Aftermath of the Trump shock

The results of the U.S. elections are creating a new external environment. We believe President-Elect Trump, with support from congressional Republicans, will be willing and able to implement sizeable fiscal stimulus. There is more uncertainty about his agenda on trade, immigration, deregulation and micro reforms, but sources from the transition team have stressed that supply-side measures will also be part of the initial policy package. For now, we treat these as risks to the scenario. The net effect of fiscal stimulus is expansionary in an economy close to full employment. This fiscal policy shift will contribute to the ongoing trend of rising UST yields. We still believe that the Fed will increase interest rates in December and twice in 2017. But we now foresee four rate hikes (from two) in 2018, and the risks in 2017 are tilted to three hikes. For emerging markets (EM), Trump's victory is generally negative. Our baseline scenario is that higher interest rates in the U.S. will pressure emerging market currencies and local rates. And the risks of protectionism and tariff wars are negative for EM.

Within LatAm, the Mexican economy is the most vulnerable to "Trumponomics" (as highlighted by the sharp underperformance of the Mexican peso throughout this year), and we reduced our growth forecasts for 2017. Because uncertainty over protectionism is expected to diminish only gradually, weaker investment in Mexico’s manufacturing sector will likely be a major drag on growth. Countries with weak balance-of-payment positions (like Argentina and Colombia) are also vulnerable. On the other hand, Chile, which exports copper (a commodity that is already benefiting from the expectation of fiscal stimulus in the U.S.) and has a low current account deficit, is better prepared to deal with the Trump shock.

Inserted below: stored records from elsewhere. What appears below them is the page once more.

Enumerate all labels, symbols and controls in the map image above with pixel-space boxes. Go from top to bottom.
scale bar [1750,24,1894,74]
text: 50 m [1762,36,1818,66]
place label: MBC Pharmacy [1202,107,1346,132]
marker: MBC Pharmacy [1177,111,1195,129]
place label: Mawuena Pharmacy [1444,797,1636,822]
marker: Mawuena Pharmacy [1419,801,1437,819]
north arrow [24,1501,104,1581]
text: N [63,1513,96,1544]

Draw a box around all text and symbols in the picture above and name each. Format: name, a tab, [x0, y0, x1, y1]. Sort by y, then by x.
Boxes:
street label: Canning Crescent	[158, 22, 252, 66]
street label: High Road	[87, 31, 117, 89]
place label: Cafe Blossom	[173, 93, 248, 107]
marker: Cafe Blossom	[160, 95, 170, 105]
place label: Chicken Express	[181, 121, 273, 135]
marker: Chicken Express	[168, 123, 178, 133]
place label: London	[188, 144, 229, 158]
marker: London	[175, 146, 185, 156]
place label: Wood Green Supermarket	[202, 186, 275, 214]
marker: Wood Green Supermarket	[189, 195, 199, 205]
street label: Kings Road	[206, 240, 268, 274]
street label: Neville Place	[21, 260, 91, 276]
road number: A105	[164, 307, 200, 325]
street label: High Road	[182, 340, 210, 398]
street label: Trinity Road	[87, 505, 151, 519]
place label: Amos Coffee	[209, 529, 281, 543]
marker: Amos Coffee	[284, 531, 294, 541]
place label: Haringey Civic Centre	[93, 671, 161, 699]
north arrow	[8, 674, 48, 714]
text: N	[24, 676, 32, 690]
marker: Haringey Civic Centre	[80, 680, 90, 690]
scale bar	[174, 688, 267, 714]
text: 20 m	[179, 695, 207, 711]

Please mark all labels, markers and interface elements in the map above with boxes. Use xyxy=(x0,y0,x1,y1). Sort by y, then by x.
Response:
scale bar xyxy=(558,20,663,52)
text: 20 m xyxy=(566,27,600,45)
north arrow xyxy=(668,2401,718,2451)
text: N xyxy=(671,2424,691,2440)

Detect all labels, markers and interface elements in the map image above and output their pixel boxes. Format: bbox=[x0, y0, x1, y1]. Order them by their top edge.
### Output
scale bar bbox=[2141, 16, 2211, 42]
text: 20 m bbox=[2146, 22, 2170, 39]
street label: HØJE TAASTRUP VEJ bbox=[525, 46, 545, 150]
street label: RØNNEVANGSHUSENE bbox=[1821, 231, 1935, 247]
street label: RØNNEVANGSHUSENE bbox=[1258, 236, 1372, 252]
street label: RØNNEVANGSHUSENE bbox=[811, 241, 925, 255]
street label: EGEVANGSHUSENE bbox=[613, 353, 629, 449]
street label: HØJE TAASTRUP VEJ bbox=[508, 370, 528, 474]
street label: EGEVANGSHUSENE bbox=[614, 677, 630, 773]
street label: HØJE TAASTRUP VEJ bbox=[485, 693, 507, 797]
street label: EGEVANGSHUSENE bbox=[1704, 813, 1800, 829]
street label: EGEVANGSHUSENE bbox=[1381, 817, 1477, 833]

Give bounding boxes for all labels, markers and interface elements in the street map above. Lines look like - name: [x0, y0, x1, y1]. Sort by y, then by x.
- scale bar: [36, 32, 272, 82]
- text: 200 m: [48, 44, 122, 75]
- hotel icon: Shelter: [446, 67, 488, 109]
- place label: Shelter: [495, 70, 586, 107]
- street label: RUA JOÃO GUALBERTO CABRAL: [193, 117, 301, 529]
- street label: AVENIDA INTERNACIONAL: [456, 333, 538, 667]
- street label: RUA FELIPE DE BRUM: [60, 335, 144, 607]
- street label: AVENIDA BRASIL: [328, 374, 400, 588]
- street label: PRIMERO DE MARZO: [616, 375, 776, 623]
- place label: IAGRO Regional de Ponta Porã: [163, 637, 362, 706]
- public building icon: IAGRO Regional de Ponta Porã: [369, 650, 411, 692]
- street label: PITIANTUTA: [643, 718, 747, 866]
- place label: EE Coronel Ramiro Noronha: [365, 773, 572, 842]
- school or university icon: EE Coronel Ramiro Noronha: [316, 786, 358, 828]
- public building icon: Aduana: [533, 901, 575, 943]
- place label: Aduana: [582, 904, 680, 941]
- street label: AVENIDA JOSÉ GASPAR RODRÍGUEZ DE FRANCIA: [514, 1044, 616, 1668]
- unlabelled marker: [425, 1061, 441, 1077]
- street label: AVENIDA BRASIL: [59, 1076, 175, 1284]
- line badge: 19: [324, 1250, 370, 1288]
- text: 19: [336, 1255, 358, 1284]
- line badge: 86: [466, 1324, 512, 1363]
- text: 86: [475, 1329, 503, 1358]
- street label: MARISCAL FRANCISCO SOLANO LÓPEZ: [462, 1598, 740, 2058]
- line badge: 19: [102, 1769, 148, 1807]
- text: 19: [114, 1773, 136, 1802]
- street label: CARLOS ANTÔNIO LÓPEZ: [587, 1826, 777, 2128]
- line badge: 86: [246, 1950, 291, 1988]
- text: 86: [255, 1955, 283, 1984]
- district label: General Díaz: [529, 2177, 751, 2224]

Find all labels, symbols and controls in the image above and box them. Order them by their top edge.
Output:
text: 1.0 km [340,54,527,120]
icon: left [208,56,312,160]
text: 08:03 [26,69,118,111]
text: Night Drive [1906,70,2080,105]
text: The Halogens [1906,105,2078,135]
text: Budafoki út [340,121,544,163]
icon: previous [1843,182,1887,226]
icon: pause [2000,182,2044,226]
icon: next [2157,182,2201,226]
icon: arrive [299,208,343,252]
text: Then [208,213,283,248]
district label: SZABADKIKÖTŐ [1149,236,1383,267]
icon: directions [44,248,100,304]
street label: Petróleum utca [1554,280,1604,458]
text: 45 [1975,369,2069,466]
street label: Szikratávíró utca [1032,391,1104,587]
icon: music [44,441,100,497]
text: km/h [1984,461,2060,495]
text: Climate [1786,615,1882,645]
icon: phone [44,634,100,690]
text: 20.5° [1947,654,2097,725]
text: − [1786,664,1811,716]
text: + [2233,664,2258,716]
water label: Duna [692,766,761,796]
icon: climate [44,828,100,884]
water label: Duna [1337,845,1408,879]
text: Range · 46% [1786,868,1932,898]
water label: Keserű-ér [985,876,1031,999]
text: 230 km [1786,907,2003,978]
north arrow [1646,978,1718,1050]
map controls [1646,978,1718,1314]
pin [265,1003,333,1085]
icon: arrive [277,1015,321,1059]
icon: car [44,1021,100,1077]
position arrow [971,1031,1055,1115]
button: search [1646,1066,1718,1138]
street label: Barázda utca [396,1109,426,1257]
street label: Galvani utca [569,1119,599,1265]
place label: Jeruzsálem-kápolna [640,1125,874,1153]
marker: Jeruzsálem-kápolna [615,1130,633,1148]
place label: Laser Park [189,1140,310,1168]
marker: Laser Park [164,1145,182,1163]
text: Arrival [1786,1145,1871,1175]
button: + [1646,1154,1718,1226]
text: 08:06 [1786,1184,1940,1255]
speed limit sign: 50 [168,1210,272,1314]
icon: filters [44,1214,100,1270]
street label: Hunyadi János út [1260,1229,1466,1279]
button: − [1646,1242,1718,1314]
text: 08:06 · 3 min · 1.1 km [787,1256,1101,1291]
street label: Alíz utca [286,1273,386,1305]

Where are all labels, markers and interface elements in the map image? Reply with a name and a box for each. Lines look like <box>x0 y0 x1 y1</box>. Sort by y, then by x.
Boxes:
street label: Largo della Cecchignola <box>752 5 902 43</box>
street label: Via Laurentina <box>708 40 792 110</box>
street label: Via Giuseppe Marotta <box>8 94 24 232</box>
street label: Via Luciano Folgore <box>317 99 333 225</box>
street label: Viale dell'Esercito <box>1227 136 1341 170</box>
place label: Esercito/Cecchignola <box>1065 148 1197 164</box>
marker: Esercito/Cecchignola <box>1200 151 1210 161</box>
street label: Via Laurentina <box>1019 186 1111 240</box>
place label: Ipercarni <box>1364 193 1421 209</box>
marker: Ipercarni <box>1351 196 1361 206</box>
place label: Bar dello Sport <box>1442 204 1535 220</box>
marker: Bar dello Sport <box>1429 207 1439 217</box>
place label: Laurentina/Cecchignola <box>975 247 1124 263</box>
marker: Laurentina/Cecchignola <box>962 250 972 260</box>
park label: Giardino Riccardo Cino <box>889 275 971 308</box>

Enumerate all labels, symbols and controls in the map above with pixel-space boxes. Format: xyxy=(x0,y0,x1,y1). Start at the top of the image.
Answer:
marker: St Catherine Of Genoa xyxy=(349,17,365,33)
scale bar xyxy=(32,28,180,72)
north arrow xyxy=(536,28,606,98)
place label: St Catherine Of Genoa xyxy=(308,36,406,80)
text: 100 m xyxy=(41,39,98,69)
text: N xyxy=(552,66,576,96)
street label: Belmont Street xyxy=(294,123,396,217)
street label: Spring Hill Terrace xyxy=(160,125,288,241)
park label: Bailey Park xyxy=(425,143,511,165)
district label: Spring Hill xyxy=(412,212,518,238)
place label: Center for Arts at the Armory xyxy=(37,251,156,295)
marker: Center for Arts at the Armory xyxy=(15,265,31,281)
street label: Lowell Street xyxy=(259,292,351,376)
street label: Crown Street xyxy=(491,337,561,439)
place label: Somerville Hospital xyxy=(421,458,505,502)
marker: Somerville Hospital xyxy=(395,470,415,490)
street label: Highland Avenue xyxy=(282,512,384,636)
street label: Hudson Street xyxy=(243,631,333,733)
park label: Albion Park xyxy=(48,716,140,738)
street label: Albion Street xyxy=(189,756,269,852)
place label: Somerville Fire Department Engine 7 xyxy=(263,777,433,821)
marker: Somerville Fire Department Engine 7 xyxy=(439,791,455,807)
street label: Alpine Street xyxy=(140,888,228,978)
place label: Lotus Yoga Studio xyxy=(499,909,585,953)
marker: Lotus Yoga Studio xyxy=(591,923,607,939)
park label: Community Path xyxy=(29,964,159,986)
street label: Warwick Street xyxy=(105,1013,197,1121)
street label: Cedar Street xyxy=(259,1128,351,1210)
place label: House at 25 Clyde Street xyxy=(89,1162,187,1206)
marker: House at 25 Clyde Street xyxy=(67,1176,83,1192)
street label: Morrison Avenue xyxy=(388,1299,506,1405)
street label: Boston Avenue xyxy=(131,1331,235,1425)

In Brazil, fiscal reforms continue to advance. In October, the constitutional amendment for a spending cap was approved by the Lower House. Regarding economic activity, recent data disappointed. However, leading indicators and fundamentals continue to suggest a rebound ahead, driven by the Industrial sector. Inflation continues its downward trend. Due to the new external environment, we now expect a more depreciated exchange rate. The central bank will probably prefer to proceed gradually, with another 25-bp rate cut, rather than 50-bp, which we had been expecting, thanks to the increase in macroeconomic uncertainty after the U.S. election surprise.


 


Global Economy
A new global landscape creates headwinds and risks for emerging markets

• The results of the U.S. election will likely lead to major changes in U.S. policy. We believe that President Trump will be able to implement significant fiscal stimulus in the U.S., and have incorporated this assumption into our forecasts. There is too much uncertainty about his agenda on trade, immigration, regulation and microeconomic reforms. For now, we are treating these as risks to the scenario, and will incorporate them into the forecasts if/when they materialize.

• We expect fiscal stimulus worth 0.8% of GDP over the next two years as well as higher policy uncertainty. The net effect is likely to be expansionary in an economy that is already close to full employment.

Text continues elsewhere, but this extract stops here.